Walking along the Tapseteerie track, dry-cracked and steady underfoot, I feel the weight of the canopy. This horse-chestnut has never been so abundant with huge green leaves, richly bottle green, a strong spread of gratitude, for whilst we desist in our race to disaster, we gift back life to nature. A robin flits with me, from branch to branch, tree to tree, telling me something that sounds wonderfully joyous but which is beyond my understanding. Bees and other buzzing creatures fill the branches, all of them. I have never heard such a buzz and it smiles me. New mosses adorn the floor of the woods, some emerald green and star-tipped, some gathered in perfectly smooth igloo shapes, the colour of lemon sorbet. I can see the tracks left by deer in their darkling wander, the grasses flattened by hoof-scuff. They will always walk this way, along this ley line, the ancient wander path, following the ones who learned it before them and then taught it on.

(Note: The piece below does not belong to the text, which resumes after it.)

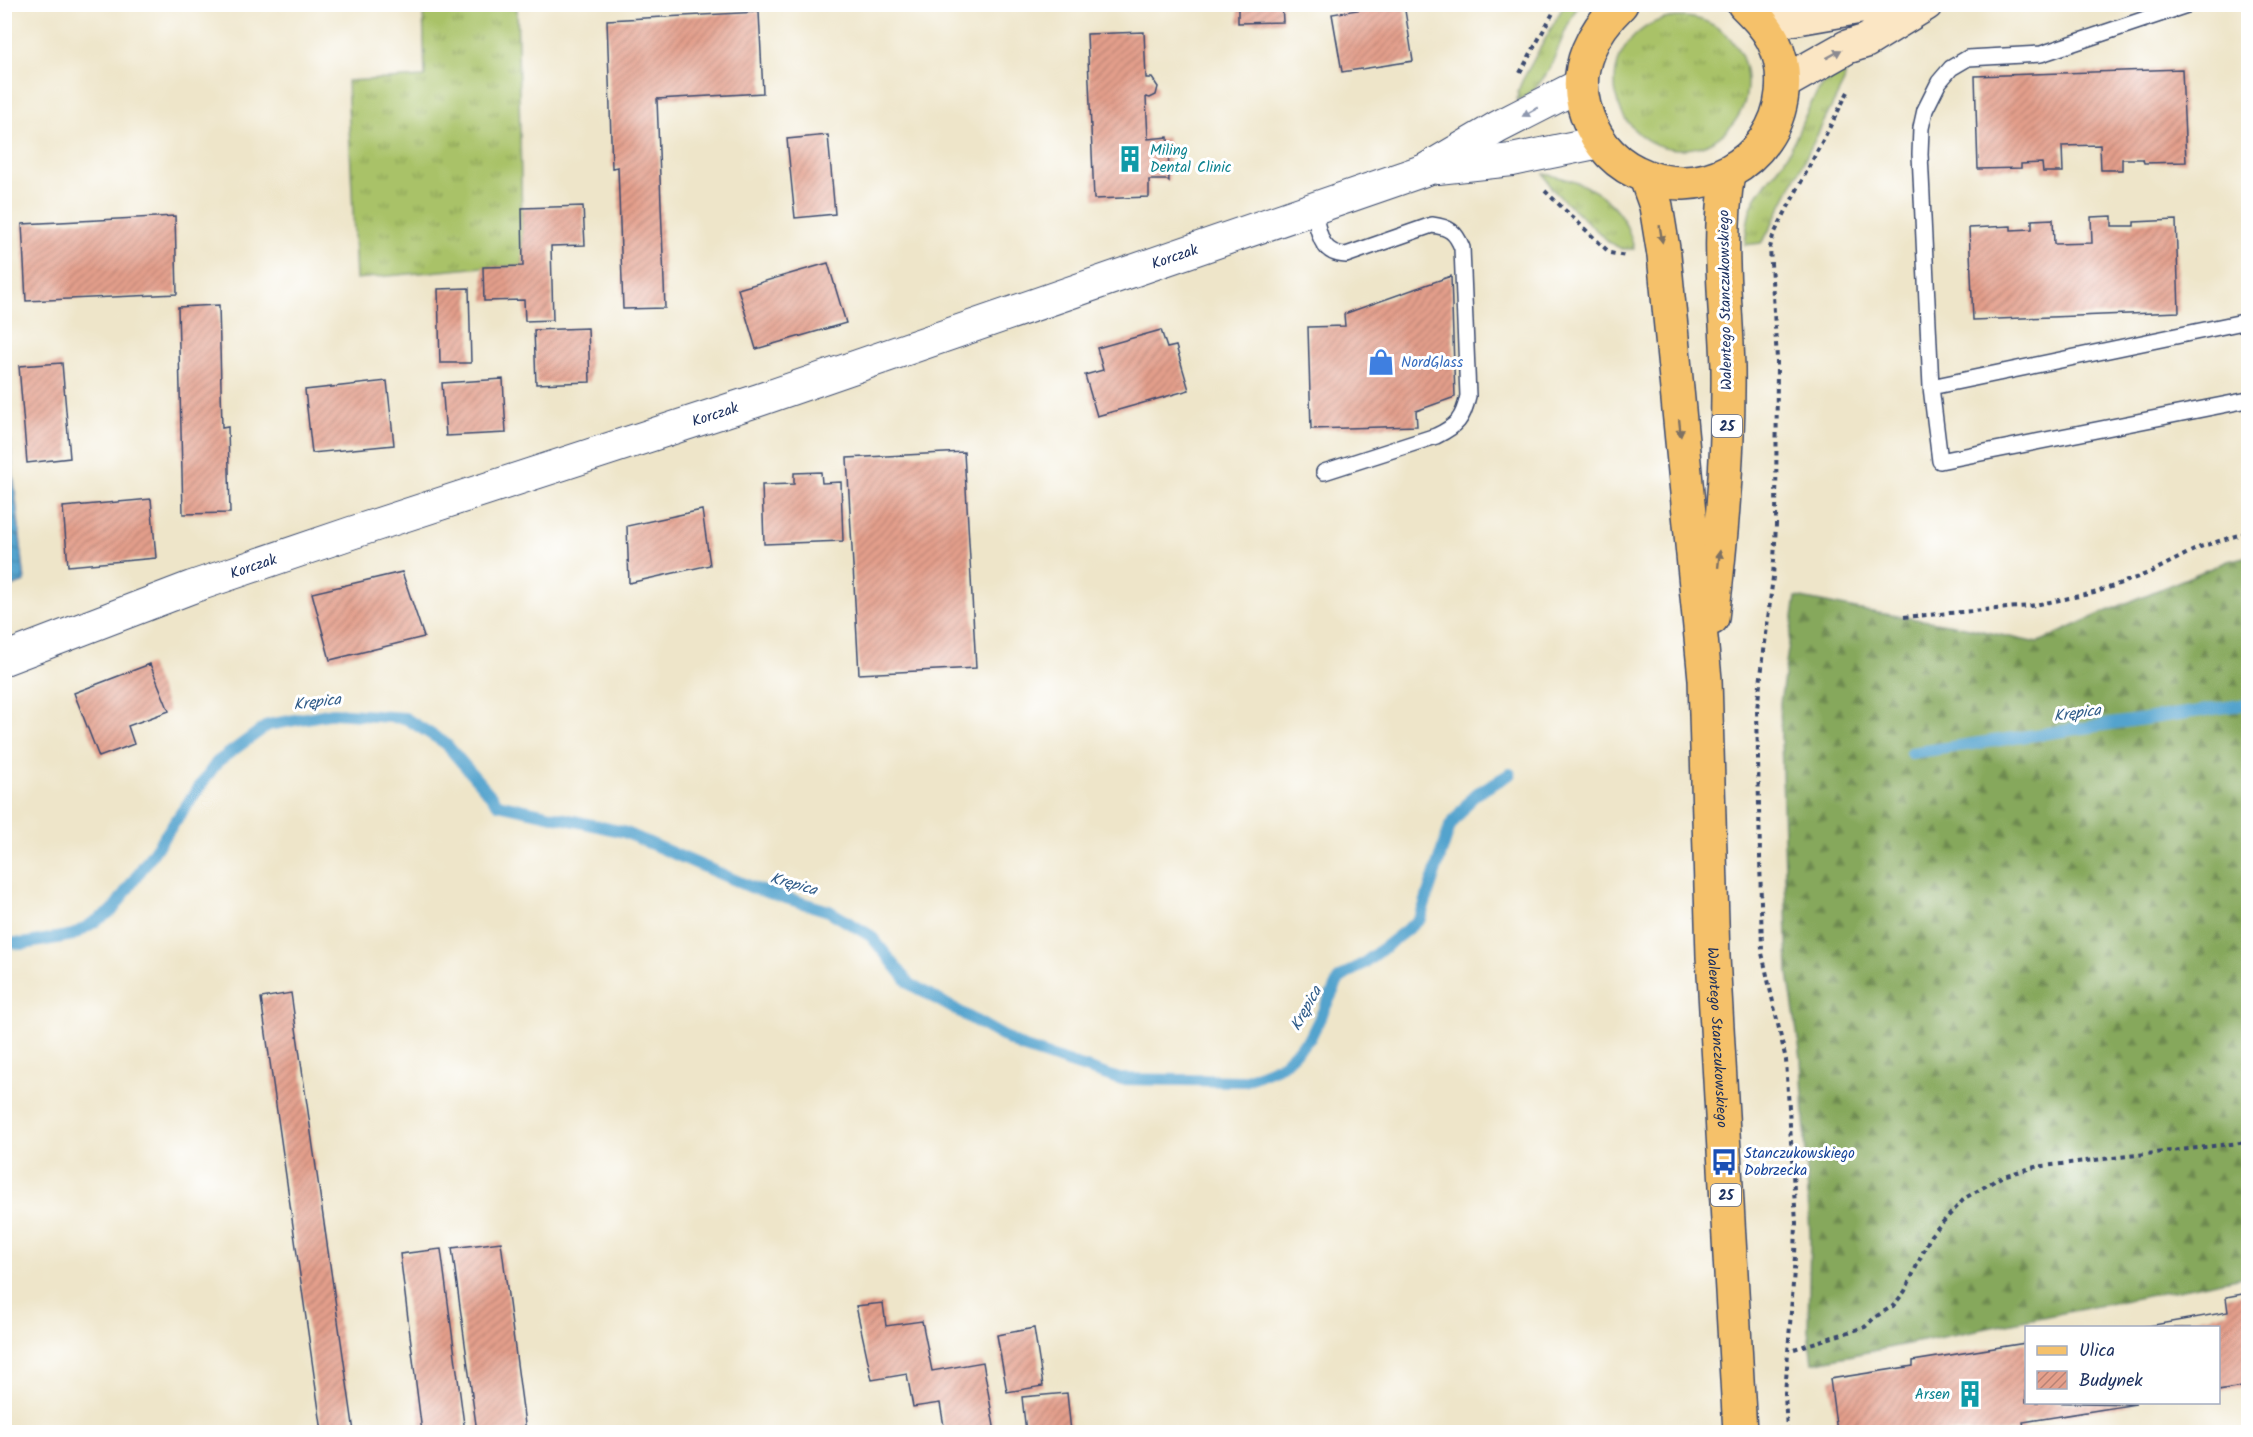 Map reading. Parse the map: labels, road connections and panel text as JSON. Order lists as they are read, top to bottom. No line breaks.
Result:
{"streets":{"main road":["Walentego Stanczukowskiego","25"],"street":["Korczak"]},"water":["Krępica"],"places":{"building":["Miling Dental Clinic","Arsen"],"shop":["NordGlass"],"bus stop":["Stanczukowskiego Dobrzecka"]},"legend":["Ulica","Budynek"]} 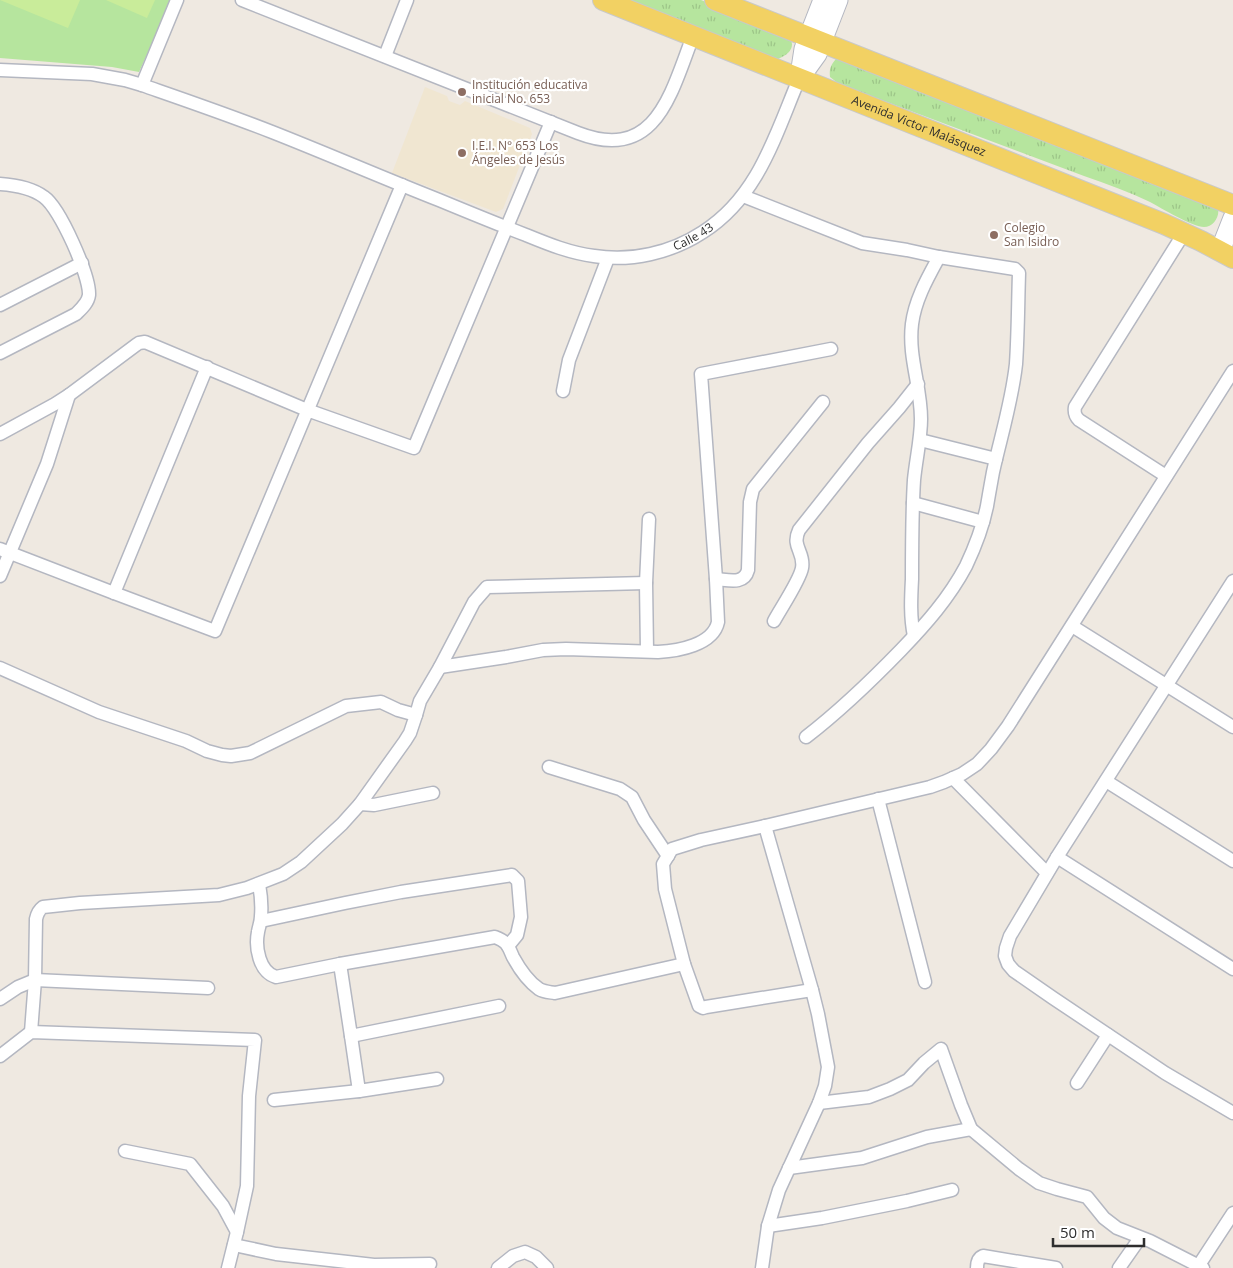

Flowers watch me pass, their faces tipped to sunlight. Wood sorrel, violets, primroses, anemone, bluebells, campanula, and stitchwort. Tiny alpines cling to cracks in the drystone wall, feathery ferns, arched like question marks, will open this day to spread their soft fingers wide. Orange tip, tortoiseshell and brown spot butterflies dance around my head as I move through the warmth of the morning. Everywhere I look, there is abundance. Wasn’t it always so and I just didn’t see it, or is it true that our land is healing herself? I believe the latter.

As I turn for home, a flash of silver in the tidal flow shows me a big fish, a salmon, perhaps, or a sea trout on its arduous journey to find a place to spawn, and then to die. Gulls shriek overhead, little gulls, black backs, herring gulls and other gulls I cannot name, for they saw it too. No doubt the otter did as well. I know she is down there somewhere with her kits and soon I will see her on a still morning from my bedroom window as she teaches them to hunt or to play touch-tig.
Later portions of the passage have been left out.